We selected randomised controlled trials (RCTs) of surgical interventions for treating obesity in children and adolescents (age < 18 years) with a minimum of six months follow-up. Interventions that specifically dealt with the treatment of eating disorders or type 2 diabetes, or included participants with a secondary or syndromic cause of obesity were excluded. Pregnant females were also excluded.
Two review authors independently assessed risk of bias and extracted data. Where necessary authors were contacted for additional information.

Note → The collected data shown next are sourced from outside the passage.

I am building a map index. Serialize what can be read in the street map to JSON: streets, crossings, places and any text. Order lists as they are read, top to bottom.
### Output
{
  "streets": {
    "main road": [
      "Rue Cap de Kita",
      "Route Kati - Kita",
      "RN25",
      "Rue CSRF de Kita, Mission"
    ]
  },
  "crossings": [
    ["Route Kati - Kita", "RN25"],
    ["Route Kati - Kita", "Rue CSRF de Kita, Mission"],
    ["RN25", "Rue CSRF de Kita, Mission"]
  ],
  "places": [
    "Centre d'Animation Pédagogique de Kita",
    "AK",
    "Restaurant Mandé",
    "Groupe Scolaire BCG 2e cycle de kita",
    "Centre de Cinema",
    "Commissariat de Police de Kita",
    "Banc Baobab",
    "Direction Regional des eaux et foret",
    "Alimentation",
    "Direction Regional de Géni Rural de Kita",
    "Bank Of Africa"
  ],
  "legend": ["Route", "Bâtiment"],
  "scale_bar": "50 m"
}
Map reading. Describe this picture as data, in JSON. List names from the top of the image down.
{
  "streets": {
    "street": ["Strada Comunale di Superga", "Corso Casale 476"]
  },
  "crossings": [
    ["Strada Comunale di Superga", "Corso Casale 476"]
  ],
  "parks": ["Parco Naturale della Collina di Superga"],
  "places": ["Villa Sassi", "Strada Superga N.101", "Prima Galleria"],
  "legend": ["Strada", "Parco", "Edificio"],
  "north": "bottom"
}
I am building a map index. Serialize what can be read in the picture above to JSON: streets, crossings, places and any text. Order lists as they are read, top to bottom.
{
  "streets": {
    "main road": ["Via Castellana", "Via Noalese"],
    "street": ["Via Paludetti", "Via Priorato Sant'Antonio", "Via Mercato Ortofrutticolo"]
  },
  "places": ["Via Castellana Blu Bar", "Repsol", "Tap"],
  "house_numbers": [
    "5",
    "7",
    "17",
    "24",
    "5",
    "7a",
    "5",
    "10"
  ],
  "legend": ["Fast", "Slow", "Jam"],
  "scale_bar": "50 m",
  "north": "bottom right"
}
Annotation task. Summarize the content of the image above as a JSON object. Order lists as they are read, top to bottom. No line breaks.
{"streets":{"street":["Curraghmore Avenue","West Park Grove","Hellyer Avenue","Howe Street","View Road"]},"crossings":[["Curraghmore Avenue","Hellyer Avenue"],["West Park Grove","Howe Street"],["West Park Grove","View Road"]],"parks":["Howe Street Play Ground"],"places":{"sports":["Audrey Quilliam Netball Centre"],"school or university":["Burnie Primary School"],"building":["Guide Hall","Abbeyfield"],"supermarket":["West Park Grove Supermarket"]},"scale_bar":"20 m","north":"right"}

We included one RCT (a total of 50 participants, 25 in both the intervention and comparator group). The intervention focused on laparoscopic adjustable gastric banding surgery, which was compared to a control group receiving a multi component lifestyle programme. The participating population consisted of Australian adolescents (a higher proportion of girls than boys) aged 14 to 18 years, with a mean age of 16.5 and 16.6 years in the gastric banding and lifestyle group, respectively which was conducted in a private hospital, receiving funding from the gastric banding manufacturer. The study authors were unable to blind participants, personnel and outcome assessors which may have resulted in a high risk of performance and detection bias. Attrition bias was noted as well. The study authors reported a mean reduction in weight of 34.6 kg (95% confidence interval (CI) 30.2 to 39.0) at two years, representing a change in body mass index (BMI) of 12.7 (95% CI 11.3 to 14.2) for the surgery intervention; and a mean reduction in weight of 3.0 kg (95% CI 2.1 to 8.1) representing a change in BMI of 1.3 (95% CI 0.4 to 2.9) for the lifestyle intervention. The differences between groups were statistically significant for all weight measures at 24 months (P < 0.001). The overall quality of the evidence according to the Grading of Recommendations Assessment, Development and Evaluation (GRADE) was low. Adverse events were reported in 12/25 (48%) participants in the intervention group compared to 11/25 (44%) in the control group (low quality evidence). A total of 28% of the adolescents undergoing gastric banding required revisional surgery. No data were reported for all-cause mortality, behaviour change, participants views of the intervention and socioeconomic effects. At two years, the gastric banding group performed better than the lifestyle group in two of eight health-related quality of life concepts (very low quality evidence) as measured by the Child Health Questionnaire (physical functioning score (94 versus 78, community norm 95) and change in health score (4.4 versus 3.6, community norm 3.5)).